A Chansel Sister was a formidable creature, if only for the chainmail she was suspected of wearing under her habit. Not to mention their particular set of charter symbols. Of all Papist orders, only they and the Templis openly and regularly admitted sorcery’s children. Oh, some of them made it clear they would not turn away a sorcerer or above possessed of the requisite wealth and connections. The Domenici and the Jesuiri were remarkably accepting where filthy lucre or influence was involved, and the Franciscis and Clairias made it a practice to accept the sorriest wretches they could. For most of them, though, the workers of wonders and their defenders were quite beyond the pale.
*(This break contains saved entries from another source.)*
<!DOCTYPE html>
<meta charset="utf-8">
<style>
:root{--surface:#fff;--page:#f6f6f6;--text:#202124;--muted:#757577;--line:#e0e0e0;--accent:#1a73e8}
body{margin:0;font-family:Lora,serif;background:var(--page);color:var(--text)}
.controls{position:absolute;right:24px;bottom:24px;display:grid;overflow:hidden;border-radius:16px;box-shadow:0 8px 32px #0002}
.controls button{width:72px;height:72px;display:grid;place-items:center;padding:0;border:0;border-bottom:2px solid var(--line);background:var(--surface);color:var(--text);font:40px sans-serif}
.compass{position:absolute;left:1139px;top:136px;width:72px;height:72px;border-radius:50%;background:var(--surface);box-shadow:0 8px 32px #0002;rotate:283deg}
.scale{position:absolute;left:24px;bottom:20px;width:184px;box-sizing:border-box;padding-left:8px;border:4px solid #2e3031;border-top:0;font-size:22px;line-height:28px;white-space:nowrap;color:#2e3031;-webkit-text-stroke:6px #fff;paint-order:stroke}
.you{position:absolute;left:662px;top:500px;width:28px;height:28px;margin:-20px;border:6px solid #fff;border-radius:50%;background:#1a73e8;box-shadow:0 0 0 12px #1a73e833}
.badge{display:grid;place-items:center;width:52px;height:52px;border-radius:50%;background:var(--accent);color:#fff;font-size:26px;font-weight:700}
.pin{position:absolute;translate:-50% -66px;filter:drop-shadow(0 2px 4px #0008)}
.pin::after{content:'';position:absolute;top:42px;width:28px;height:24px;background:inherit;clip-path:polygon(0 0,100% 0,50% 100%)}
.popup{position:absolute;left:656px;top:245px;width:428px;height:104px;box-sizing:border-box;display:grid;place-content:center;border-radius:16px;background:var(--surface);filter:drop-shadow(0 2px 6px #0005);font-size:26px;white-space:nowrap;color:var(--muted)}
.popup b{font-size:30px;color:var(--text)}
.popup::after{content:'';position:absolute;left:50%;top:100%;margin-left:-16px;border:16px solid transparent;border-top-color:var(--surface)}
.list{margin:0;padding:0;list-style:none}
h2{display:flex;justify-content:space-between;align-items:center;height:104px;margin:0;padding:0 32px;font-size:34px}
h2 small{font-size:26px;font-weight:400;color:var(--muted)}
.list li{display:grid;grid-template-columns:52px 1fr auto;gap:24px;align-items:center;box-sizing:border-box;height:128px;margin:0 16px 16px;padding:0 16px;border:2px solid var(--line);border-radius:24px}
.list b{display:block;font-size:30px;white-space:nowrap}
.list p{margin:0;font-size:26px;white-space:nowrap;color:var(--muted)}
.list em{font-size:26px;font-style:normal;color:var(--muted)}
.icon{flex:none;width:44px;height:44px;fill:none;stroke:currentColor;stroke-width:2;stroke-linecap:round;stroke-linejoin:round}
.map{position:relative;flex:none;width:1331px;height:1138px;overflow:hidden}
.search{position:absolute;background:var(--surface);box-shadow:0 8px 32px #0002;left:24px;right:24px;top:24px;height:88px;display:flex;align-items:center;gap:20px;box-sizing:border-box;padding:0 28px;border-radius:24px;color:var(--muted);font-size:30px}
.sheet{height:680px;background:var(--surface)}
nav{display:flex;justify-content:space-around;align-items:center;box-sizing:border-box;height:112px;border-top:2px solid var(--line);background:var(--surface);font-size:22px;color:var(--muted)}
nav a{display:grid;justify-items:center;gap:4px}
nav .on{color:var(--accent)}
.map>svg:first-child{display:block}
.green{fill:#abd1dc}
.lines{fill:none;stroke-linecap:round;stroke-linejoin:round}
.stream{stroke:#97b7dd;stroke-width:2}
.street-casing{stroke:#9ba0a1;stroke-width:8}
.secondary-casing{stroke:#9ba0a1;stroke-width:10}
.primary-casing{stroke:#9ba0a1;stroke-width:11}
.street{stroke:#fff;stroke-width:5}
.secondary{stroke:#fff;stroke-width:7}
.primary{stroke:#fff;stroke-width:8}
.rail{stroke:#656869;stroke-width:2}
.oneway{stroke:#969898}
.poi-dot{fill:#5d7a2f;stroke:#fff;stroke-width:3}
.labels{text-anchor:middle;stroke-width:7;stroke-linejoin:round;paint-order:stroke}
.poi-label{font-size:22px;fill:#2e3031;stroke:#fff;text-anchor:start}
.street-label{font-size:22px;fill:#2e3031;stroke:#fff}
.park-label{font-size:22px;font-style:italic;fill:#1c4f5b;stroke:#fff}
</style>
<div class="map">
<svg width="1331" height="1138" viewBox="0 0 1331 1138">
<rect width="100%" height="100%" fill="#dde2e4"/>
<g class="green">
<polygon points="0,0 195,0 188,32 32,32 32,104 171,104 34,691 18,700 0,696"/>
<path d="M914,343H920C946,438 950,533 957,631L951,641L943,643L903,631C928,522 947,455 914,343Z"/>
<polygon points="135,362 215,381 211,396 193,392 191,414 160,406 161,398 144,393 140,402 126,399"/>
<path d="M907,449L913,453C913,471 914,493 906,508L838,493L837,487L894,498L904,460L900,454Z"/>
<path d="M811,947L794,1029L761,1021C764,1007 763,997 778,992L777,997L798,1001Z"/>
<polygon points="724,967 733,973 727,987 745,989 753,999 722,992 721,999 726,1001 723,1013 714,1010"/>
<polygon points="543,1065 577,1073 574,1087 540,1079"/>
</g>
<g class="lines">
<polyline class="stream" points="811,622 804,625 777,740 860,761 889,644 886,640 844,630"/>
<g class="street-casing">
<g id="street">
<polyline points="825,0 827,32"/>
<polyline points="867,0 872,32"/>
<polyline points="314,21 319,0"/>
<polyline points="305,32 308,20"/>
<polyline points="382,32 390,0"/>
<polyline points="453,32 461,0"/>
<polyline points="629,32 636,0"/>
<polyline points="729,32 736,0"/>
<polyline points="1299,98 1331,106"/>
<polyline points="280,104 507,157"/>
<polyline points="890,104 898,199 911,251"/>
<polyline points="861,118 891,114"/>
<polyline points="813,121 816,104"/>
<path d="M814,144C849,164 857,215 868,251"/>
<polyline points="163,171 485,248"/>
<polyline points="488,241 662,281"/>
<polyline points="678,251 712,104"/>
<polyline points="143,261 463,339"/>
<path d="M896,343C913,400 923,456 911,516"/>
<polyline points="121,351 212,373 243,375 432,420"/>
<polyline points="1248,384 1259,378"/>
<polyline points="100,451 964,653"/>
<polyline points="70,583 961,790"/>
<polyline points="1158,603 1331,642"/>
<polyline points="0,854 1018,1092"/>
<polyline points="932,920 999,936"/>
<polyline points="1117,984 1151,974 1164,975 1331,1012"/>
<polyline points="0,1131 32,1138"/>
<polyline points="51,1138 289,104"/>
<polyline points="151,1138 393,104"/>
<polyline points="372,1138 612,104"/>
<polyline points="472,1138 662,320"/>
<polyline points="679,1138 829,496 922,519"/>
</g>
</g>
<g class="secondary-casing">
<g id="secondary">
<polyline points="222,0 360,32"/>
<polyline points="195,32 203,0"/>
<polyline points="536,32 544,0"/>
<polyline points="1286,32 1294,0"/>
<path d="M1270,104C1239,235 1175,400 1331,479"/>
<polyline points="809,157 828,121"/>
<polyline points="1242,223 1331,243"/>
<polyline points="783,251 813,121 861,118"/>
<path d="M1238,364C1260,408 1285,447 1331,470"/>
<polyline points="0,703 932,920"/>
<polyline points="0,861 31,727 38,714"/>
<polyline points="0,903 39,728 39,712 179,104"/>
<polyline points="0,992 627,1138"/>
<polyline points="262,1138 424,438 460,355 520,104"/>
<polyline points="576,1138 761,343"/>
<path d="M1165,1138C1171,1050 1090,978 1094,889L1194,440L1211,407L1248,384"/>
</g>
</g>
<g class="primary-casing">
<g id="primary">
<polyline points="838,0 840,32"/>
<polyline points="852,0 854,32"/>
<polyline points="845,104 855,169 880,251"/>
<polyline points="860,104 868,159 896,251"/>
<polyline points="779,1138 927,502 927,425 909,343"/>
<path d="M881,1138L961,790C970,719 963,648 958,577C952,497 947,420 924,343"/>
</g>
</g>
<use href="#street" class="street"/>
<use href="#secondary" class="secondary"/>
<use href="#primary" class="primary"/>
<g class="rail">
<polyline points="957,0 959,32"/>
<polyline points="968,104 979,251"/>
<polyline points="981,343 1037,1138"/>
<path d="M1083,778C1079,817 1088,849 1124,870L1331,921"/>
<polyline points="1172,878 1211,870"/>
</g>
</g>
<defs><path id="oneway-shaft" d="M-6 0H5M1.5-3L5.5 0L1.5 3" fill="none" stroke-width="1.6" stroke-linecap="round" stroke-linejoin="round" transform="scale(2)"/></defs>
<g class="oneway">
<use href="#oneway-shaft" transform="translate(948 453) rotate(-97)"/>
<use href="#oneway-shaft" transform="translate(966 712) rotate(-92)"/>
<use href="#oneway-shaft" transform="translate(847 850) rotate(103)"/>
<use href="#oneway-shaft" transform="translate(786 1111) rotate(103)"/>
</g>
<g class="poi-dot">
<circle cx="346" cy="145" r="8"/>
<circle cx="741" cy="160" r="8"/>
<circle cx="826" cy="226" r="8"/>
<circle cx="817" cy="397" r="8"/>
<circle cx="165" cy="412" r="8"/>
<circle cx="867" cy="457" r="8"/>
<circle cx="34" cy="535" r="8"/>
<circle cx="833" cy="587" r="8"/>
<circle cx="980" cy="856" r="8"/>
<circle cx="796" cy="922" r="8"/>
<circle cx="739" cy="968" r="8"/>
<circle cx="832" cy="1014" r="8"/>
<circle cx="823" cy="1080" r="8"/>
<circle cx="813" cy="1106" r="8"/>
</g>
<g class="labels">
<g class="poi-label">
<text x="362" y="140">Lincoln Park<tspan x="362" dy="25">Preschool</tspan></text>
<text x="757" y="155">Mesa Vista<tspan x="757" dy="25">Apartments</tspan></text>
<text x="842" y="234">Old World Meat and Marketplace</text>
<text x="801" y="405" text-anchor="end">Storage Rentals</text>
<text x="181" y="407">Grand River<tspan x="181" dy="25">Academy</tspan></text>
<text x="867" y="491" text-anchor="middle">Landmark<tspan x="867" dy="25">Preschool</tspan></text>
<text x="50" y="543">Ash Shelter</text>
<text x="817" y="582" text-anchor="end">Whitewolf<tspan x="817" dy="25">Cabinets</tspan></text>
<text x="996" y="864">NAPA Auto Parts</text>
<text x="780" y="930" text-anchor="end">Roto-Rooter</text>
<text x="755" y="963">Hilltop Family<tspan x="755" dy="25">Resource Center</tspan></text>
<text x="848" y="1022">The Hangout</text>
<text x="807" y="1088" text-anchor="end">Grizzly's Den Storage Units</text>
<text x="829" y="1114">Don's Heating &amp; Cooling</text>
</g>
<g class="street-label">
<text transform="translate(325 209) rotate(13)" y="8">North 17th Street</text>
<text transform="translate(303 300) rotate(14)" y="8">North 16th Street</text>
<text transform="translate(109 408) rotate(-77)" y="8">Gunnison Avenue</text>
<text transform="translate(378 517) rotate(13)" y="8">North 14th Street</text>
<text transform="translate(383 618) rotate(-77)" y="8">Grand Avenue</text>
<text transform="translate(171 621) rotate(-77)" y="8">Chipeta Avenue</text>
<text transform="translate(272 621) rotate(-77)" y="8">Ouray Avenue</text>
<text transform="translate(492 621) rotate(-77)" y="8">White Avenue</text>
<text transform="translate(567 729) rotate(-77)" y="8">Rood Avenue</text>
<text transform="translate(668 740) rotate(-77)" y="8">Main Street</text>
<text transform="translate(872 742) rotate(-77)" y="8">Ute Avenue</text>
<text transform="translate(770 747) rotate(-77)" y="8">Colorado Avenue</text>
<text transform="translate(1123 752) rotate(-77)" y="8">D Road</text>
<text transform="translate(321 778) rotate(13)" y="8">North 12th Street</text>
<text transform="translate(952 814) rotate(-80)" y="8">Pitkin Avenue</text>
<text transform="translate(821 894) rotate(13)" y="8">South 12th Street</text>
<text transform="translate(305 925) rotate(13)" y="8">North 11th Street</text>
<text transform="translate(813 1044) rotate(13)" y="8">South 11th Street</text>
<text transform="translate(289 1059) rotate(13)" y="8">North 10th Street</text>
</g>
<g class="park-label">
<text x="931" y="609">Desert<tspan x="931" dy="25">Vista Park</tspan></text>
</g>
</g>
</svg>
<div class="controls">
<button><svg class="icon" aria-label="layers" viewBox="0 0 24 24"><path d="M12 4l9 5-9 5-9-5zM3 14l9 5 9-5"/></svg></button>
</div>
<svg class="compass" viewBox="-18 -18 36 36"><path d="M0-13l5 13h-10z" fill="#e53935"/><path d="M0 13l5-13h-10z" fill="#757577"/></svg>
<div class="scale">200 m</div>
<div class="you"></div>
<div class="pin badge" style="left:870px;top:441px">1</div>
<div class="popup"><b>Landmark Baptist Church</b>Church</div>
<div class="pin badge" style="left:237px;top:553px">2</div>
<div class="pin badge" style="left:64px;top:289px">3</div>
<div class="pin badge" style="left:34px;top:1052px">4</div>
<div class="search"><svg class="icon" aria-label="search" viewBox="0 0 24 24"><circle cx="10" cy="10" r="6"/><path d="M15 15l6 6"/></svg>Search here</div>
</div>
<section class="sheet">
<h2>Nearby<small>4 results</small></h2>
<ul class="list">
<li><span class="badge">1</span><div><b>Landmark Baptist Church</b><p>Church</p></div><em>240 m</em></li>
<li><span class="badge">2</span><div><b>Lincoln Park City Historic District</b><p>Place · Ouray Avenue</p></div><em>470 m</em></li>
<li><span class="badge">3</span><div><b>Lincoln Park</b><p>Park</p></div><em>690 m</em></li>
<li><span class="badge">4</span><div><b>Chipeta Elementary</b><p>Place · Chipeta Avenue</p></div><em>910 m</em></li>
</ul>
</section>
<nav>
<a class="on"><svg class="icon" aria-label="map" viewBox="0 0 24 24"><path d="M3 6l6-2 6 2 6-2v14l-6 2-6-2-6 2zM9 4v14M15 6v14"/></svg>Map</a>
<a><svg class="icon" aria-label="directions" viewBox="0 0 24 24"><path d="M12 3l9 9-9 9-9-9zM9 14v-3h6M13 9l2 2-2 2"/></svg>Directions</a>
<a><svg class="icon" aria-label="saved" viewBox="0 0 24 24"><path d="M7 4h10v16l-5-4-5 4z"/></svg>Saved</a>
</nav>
Feared, respected, allowed to survive in most countries… but beyond.
Chanselmorgue was a four-spired hulk now, with sheds sprouting from its backside in the manner of the huge bustle fashionable some few years ago, like a ridiculous growth. One could still remark the tau, with a writhing corpse nailed to it, worked in the stone over the front doors, and also see the chisel marks where blasphemers had taken advantage of the Wifekiller’s feud with the Papacy to wrench bits of coloured glass and other shiny objects from the facing.
Apparently Emma was expected–perhaps Victrix had been certain of tempting her into action, or had she thought Emma would crumble in the face of a personal visit? Did Victrix have that high an opinion of her own persuasiveness, or of her erstwhile sorceress’s pride?